Emblematic of that to me was McCain’s decision to tear to Washington to receive a personal endorsement from George W. Bush today.
Mind you, I would expect nothing other than the sitting Republican president to endorse his party’s nominee to be his successor. I would also expect the nominee to accept the invitation to meet with the President and to accept his endorsement. The picture above shows a meeting that took place in 1972, involving Senator George McGovern (left) and former President Lyndon Johnson days after McGovern had accepted the Democratic nomination for president. McGovern had been a critic of Johnson’s policies in Vietnam. But, in spite of the deep differences between the two men, McGovern did go to LBJ’s ranch to collect the former President’s endorsement. It’s the kind of thing nominees do to foster party unity as they head into their fall campaigns.
But the way in which John McCain handled the invitation to the White House that he received from President Bush is emblematic of what I think is his campaign’s misinformed approach to his general election run for the presidency. Last night, even before many returns had come in from the four primaries held yesterday, members of the McCain entourage leaked word of the White House meeting and presidential endorsement to the media, saying that the campaign had a “surprise” for everyone. Today, the endorsement visit was treated like a visit to the North Pole to see Santa.
My guess is that the McCain people see it as a big deal. That’s because for the past several weeks now, McCain has put his courtship of members of the neoconservative and social conservative base into hyperdrive. I mentioned yesterday all the cozy time he spent recently with televangelist Rod Parsley. I didn’t mention his time with Pastor John Hagee, who urges support of Israel, not out of any love for Israel, but because he thinks that through Israel, he and likeminded people can push God’s hand in bringing about Armageddon and the return of Christ.
Granted, the neocons, social conservatives, and looneycons, all for different reasons and varying levels of validity, have never much cared for John McCain. But he doesn’t need to play up to them now. No matter how Bill Cunningham, Rush Limbaugh, or others inveigh against McCain, he is a conservative and he is the nominee of the Republican Party. Members of what have become base Republican constituencies since 1980 are not going to vote for Obama or Clinton this fall. Nor, as they learn more about the platform of the Democratic nominee, are they likely to sit on their hands, saying, “A plague on both their houses.”
Assured of roughly 35 to 40% of the vote even if this turns out to be a Democratic year, which it most likely will be, McCain is free to do what any bold, creative leader has done with a broken political party: Reshape it and so create a new coalition, a new governing majority. It’s the sort of high stakes game that should appeal to the courageous, former Navy fighter pilot.
Instead, McCain appears to have bought into the Rovian formula for winning general elections. (Which is the mirror image of the Clinton approach on the Democratic side.) It’s a minimalist, get-out-the-base strategy. The idea is to excite the base by throwing out lots of red meat, plenty of references to Ronald Reagan, and lots of hot button issues and then squeak by.

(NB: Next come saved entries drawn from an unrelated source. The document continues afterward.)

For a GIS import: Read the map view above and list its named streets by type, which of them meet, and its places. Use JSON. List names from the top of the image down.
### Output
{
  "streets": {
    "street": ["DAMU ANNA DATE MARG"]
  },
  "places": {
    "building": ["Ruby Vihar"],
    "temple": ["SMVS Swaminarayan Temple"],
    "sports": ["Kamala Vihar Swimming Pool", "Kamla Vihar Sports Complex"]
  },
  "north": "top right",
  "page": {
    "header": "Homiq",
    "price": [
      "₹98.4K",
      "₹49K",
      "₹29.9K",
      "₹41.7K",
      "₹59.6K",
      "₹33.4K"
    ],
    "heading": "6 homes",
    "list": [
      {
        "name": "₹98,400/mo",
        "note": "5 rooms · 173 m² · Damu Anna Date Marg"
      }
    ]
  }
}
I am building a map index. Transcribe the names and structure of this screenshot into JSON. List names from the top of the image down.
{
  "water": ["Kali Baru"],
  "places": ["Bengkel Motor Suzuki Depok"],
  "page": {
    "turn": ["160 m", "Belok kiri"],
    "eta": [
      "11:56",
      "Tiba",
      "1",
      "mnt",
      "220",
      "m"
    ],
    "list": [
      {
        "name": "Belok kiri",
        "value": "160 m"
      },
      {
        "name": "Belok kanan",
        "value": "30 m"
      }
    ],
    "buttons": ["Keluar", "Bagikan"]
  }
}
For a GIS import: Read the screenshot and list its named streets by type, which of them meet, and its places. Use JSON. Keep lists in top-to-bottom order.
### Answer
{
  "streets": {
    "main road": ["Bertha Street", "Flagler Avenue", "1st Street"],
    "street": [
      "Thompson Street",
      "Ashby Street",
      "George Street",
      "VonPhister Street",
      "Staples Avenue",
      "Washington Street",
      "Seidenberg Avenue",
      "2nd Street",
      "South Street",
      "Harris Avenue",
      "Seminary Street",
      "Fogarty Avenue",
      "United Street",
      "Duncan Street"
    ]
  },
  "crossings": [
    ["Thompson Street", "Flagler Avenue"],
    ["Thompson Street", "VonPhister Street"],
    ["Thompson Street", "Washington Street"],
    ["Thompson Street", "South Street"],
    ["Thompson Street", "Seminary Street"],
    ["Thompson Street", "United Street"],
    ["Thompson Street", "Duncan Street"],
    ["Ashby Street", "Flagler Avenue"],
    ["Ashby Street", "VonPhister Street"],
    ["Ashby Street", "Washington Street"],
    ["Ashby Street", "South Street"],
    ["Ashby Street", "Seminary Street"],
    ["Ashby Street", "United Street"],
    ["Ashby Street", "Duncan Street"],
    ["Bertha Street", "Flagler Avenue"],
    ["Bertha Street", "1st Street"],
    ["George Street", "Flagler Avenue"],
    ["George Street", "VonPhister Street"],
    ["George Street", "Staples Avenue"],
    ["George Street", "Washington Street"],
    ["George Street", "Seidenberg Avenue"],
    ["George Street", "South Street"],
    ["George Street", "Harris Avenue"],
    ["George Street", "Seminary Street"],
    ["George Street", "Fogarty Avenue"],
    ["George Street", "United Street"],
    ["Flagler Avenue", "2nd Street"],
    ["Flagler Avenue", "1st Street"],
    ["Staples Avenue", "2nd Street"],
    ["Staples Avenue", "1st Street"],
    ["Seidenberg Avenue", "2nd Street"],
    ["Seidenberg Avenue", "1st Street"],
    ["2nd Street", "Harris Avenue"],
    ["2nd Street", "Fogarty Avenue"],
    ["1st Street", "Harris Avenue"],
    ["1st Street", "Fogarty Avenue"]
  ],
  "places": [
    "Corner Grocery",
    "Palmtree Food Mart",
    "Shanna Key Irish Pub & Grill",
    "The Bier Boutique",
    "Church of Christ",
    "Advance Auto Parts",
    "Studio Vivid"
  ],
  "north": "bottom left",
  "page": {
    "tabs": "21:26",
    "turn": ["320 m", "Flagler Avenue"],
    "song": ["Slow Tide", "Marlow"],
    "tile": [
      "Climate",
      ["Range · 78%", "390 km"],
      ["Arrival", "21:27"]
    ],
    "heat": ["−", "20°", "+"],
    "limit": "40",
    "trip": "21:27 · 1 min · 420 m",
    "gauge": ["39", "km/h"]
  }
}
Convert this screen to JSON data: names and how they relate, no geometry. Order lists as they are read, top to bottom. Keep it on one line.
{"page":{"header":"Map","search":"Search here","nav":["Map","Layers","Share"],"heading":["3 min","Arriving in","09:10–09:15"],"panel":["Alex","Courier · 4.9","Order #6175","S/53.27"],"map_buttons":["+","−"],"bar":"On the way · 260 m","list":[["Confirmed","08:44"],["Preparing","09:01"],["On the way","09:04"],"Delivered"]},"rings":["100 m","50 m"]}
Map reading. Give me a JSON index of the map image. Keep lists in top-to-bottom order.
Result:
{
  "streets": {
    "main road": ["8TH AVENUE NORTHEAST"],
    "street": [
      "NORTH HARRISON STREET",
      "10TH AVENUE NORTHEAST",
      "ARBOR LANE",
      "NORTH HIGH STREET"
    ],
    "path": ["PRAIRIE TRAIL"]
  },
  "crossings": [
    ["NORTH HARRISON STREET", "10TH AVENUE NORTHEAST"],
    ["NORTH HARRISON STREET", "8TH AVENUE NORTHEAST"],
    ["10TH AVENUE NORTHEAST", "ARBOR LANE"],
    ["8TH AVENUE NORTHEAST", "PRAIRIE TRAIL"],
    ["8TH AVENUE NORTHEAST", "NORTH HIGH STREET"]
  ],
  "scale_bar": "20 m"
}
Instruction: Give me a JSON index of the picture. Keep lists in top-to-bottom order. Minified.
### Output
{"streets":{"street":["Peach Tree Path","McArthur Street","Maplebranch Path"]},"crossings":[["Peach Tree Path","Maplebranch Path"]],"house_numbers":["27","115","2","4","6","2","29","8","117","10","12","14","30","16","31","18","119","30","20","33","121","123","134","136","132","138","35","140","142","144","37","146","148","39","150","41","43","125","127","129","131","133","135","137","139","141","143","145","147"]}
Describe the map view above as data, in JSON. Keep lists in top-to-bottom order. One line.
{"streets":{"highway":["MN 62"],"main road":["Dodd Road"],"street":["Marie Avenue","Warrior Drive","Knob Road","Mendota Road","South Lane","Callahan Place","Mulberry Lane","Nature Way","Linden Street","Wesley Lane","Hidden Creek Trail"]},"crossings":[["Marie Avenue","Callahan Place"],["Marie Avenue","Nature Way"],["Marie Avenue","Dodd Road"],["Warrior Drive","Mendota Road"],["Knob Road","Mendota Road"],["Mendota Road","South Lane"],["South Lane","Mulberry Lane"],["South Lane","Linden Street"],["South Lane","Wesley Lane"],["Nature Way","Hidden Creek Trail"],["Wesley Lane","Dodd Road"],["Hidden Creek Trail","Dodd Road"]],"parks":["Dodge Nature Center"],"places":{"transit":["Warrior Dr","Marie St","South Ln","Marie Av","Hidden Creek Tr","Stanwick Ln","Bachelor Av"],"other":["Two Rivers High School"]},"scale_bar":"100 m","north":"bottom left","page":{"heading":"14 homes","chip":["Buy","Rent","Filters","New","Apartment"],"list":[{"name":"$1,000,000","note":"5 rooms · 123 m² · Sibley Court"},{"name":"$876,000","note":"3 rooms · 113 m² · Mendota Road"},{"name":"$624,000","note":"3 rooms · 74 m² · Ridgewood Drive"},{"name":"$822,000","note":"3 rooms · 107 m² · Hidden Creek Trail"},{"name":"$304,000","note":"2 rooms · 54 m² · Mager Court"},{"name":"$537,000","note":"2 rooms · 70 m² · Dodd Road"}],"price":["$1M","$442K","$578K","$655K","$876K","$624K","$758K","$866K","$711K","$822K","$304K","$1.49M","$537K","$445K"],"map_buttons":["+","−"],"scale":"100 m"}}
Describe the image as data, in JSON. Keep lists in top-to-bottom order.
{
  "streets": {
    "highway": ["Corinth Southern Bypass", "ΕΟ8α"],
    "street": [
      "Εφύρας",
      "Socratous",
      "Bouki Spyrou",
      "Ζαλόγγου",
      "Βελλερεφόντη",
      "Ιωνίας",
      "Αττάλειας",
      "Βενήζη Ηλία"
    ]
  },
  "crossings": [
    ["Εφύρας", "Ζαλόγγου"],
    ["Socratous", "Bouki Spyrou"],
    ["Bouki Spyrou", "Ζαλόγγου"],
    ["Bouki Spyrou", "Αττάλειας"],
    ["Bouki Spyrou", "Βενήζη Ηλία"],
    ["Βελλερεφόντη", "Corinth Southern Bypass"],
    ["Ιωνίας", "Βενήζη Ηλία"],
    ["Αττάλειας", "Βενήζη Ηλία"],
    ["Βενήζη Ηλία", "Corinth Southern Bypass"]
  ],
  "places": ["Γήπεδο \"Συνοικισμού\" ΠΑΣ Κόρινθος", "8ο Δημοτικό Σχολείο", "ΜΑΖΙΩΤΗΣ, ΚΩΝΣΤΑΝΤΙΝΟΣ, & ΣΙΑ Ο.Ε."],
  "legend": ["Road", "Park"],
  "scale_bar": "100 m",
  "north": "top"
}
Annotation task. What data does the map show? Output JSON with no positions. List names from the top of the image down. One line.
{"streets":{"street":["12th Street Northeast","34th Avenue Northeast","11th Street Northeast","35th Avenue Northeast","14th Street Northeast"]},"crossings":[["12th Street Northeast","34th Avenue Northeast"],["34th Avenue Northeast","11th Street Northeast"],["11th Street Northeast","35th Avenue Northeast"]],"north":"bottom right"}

But this year, with concerns over the economy rising and frustration with the war continuing, the Republican nominee needs to expand the party’s base. John McCain cannot do that by energizing a shrunken Republican base that puts off the very people he will need to win in 2008, persuadable independents, Dems, and Republicans who regard Bush’s domestic and national security policies as betrayals of conservative and Republican principles.
John McCain is the only Republican candidate who ran this year who had (and still has) a shot at reshaping the Republican coalition for victory in 2008. He is temperamentally suited to the task, something demonstrated by the fact that, in spite of being clearly conservative, he has, over the years, shown a willingness to reach across the political divide, winning friends and admirers of other political persuasions along the way.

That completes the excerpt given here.